Candidates

Candidates

class ipctk.Candidates

Bases: pybind11_object

Public Data Attributes:

vv_candidates

ev_candidates

ee_candidates

fv_candidates

Public Methods:

__init__(self)

build(*args, **kwargs)

Overloaded function.

__len__(self)

empty(self)

clear(self)

__getitem__(self, arg0)

is_step_collision_free(self, mesh, ...)

Determine if the step is collision free from the set of candidates.

compute_collision_free_stepsize(self, mesh, ...)

Computes a maximal step size that is collision free using the set of collision candidates.

compute_noncandidate_conservative_stepsize(...)

Computes a conservative bound on the largest-feasible step size for surface primitives not in collision.

compute_cfl_stepsize(self, mesh, ...)

Computes a CFL-inspired CCD maximum step step size.

save_obj(self, filename, vertices, edges, faces)
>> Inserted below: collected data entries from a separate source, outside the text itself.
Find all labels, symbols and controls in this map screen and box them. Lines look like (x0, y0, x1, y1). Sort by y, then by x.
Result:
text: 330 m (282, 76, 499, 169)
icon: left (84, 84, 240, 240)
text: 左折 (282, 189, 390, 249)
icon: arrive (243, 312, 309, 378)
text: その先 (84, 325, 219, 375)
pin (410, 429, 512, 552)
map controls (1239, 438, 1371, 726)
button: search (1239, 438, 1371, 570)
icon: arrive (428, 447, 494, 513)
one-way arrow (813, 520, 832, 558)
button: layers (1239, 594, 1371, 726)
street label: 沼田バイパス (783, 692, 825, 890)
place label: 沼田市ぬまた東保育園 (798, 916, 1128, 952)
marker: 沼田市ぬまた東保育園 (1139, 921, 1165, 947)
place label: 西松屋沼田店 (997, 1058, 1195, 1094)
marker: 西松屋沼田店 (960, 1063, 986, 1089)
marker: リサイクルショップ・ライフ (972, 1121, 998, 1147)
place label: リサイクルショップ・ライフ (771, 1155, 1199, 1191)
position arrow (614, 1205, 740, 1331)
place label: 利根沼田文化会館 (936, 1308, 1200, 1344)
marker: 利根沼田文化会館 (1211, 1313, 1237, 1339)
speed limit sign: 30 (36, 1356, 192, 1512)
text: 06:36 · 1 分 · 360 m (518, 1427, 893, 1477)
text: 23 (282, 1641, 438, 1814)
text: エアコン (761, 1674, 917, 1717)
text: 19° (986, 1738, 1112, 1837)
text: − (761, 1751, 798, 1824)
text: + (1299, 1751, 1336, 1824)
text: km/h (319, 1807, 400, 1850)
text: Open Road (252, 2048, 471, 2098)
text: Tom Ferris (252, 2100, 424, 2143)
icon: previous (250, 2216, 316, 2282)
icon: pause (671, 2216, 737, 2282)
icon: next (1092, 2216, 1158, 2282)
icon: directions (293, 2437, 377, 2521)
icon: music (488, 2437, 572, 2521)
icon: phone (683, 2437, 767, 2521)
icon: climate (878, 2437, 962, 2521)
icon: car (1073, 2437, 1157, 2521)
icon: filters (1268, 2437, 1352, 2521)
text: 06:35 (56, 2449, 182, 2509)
Inherited from pybind11_object
__annotations__ = {}
__getitem__(self, arg0: int) ipc::CollisionStencil
__init__(self)
__len__(self) int
__module__ = 'ipctk'
build(*args, **kwargs)

Overloaded function.

  1. build(self: ipctk.Candidates, mesh: ipc::CollisionMesh, vertices: numpy.ndarray[numpy.float64[m, n], flags.f_contiguous], inflation_radius: float = 0, broad_phase: ipctk.BroadPhase = <ipctk.HashGrid object at 0x7f775f977330>) -> None

    Initialize the set of discrete collision detection candidates.

    Parameters:

    mesh: The surface of the collision mesh. vertices: Surface vertex positions (rowwise). inflation_radius: Amount to inflate the bounding boxes. broad_phase: Broad phase to use.
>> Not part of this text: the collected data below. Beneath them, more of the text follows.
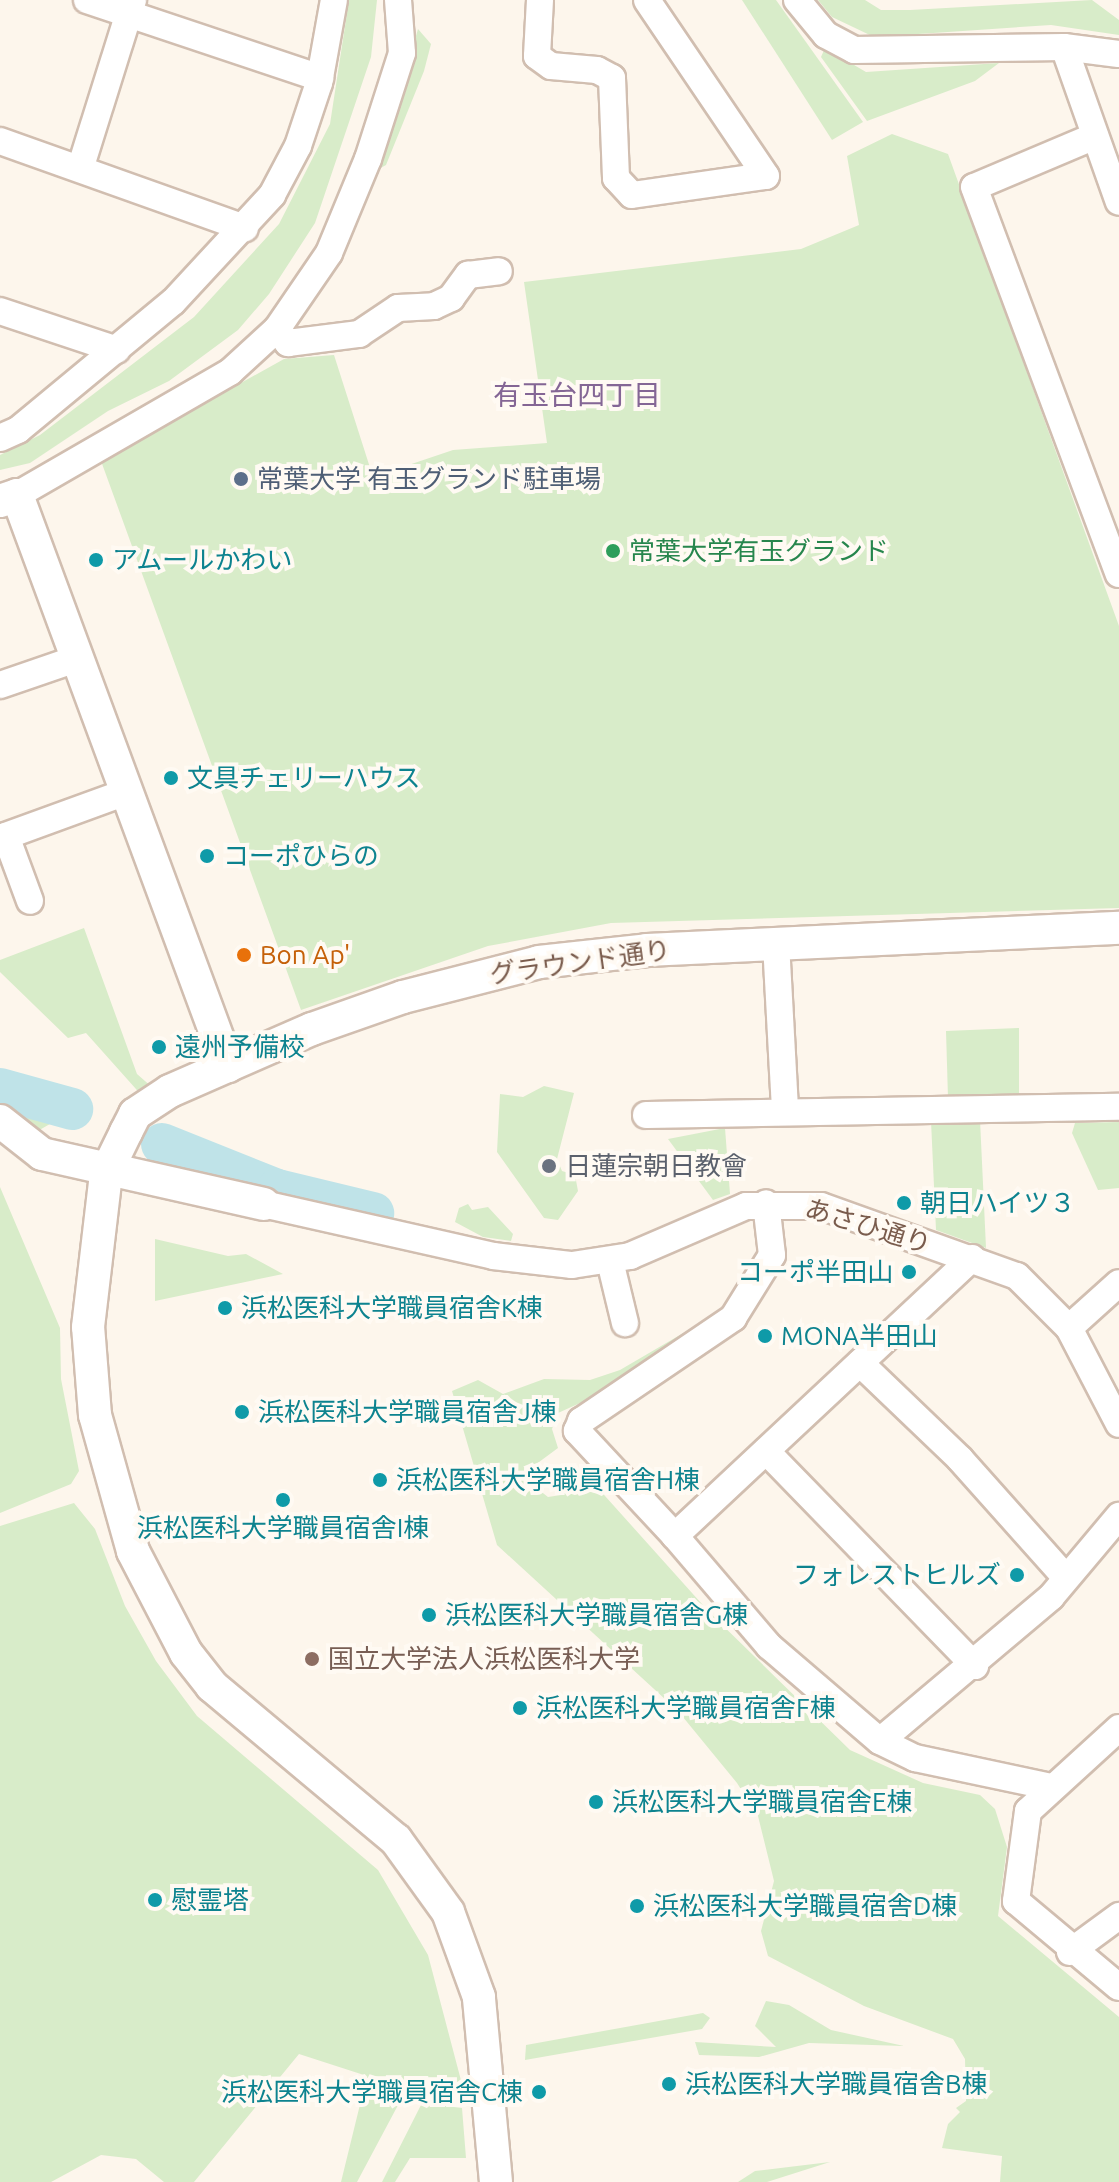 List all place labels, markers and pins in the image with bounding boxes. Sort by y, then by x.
place label: 常葉大学 有玉グランド駐車場 [257,463,601,495]
marker: 常葉大学 有玉グランド駐車場 [232,470,250,488]
place label: 常葉大学有玉グランド [629,535,889,567]
marker: 常葉大学有玉グランド [604,542,622,560]
place label: アムールかわい [112,544,294,576]
marker: アムールかわい [87,551,105,569]
place label: 文具チェリーハウス [187,762,421,794]
marker: 文具チェリーハウス [162,769,180,787]
place label: コーポひらの [223,840,379,872]
marker: コーポひらの [198,847,216,865]
place label: Bon Ap' [260,939,350,971]
marker: Bon Ap' [235,946,253,964]
place label: 遠州予備校 [175,1031,305,1063]
marker: 遠州予備校 [150,1038,168,1056]
place label: 日蓮宗朝日教會 [565,1150,747,1182]
marker: 日蓮宗朝日教會 [540,1157,558,1175]
place label: 朝日ハイツ３ [920,1187,1076,1219]
marker: 朝日ハイツ３ [895,1194,913,1212]
place label: コーポ半田山 [737,1256,893,1288]
marker: コーポ半田山 [900,1263,918,1281]
place label: 浜松医科大学職員宿舎K棟 [241,1292,543,1324]
marker: 浜松医科大学職員宿舎K棟 [216,1299,234,1317]
place label: MONA半田山 [781,1320,937,1352]
marker: MONA半田山 [756,1327,774,1345]
place label: 浜松医科大学職員宿舎J棟 [258,1396,557,1428]
marker: 浜松医科大学職員宿舎J棟 [233,1403,251,1421]
place label: 浜松医科大学職員宿舎H棟 [396,1464,700,1496]
marker: 浜松医科大学職員宿舎H棟 [371,1471,389,1489]
marker: 浜松医科大学職員宿舎I棟 [274,1491,292,1509]
place label: 浜松医科大学職員宿舎I棟 [137,1512,429,1544]
place label: フォレストヒルズ [793,1559,1001,1591]
marker: フォレストヒルズ [1008,1566,1026,1584]
place label: 浜松医科大学職員宿舎G棟 [445,1599,748,1631]
marker: 浜松医科大学職員宿舎G棟 [420,1606,438,1624]
place label: 国立大学法人浜松医科大学 [328,1643,640,1675]
marker: 国立大学法人浜松医科大学 [303,1650,321,1668]
place label: 浜松医科大学職員宿舎F棟 [536,1692,836,1724]
marker: 浜松医科大学職員宿舎F棟 [511,1699,529,1717]
place label: 浜松医科大学職員宿舎E棟 [612,1786,913,1818]
marker: 浜松医科大学職員宿舎E棟 [587,1793,605,1811]
place label: 慰霊塔 [171,1884,249,1916]
place label: 浜松医科大学職員宿舎D棟 [653,1890,957,1922]
marker: 慰霊塔 [146,1891,164,1909]
marker: 浜松医科大学職員宿舎D棟 [628,1897,646,1915]
place label: 浜松医科大学職員宿舎B棟 [685,2068,988,2100]
marker: 浜松医科大学職員宿舎B棟 [660,2075,678,2093]
place label: 浜松医科大学職員宿舎C棟 [221,2076,523,2108]
marker: 浜松医科大学職員宿舎C棟 [530,2083,548,2101]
  2. build(self: ipctk.Candidates, mesh: ipc::CollisionMesh, vertices_t0: numpy.ndarray[numpy.float64[m, n], flags.f_contiguous], vertices_t1: numpy.ndarray[numpy.float64[m, n], flags.f_contiguous], inflation_radius: float = 0, broad_phase: ipctk.BroadPhase = <ipctk.HashGrid object at 0x7f775f977470>) -> None

    Initialize the set of continuous collision detection candidates.

    Note:

    Assumes the trajectory is linear.

    Parameters:

    mesh: The surface of the collision mesh. vertices_t0: Surface vertex starting positions (rowwise). vertices_t1: Surface vertex ending positions (rowwise). inflation_radius: Amount to inflate the bounding boxes. broad_phase: Broad phase to use.

clear(self) None
compute_cfl_stepsize(self: ipctk.Candidates, mesh: ipc::CollisionMesh, vertices_t0: numpy.ndarray[numpy.float64[m, n], flags.f_contiguous], vertices_t1: numpy.ndarray[numpy.float64[m, n], flags.f_contiguous], dhat: float, min_distance: float = 0.0, broad_phase: ipctk.BroadPhase = <ipctk.HashGrid object at 0x7f775f977c30>, narrow_phase_ccd: ipctk.NarrowPhaseCCD = <ipctk.TightInclusionCCD object at 0x7f775f977bf0>) float

Computes a CFL-inspired CCD maximum step step size.

Parameters:
mesh

The collision mesh.

vertices_t0

Surface vertex starting positions (rowwise).

vertices_t1

Surface vertex ending positions (rowwise).

dhat

Barrier activation distance.

min_distance

Minimum distance allowable between any two elements.

broad_phase

Broad phase algorithm to use.

narrow_phase_ccd

Narrow phase CCD algorithm to use.

compute_collision_free_stepsize(self: ipctk.Candidates, mesh: ipc::CollisionMesh, vertices_t0: numpy.ndarray[numpy.float64[m, n], flags.f_contiguous], vertices_t1: numpy.ndarray[numpy.float64[m, n], flags.f_contiguous], min_distance: float = 0.0, narrow_phase_ccd: ipctk.NarrowPhaseCCD = <ipctk.TightInclusionCCD object at 0x7f775f96f970>) float

Computes a maximal step size that is collision free using the set of collision candidates.

Note

Assumes the trajectory is linear.

Parameters:
mesh

The collision mesh.

vertices_t0

Surface vertex starting positions (rowwise). Assumed to be intersection free.

vertices_t1

Surface vertex ending positions (rowwise).

min_distance

The minimum distance allowable between any two elements.

narrow_phase_ccd

The narrow phase CCD algorithm to use.

Returns:

A step-size \(\in [0, 1]\) that is collision free. A value of 1.0 if a full step and 0.0 is no step.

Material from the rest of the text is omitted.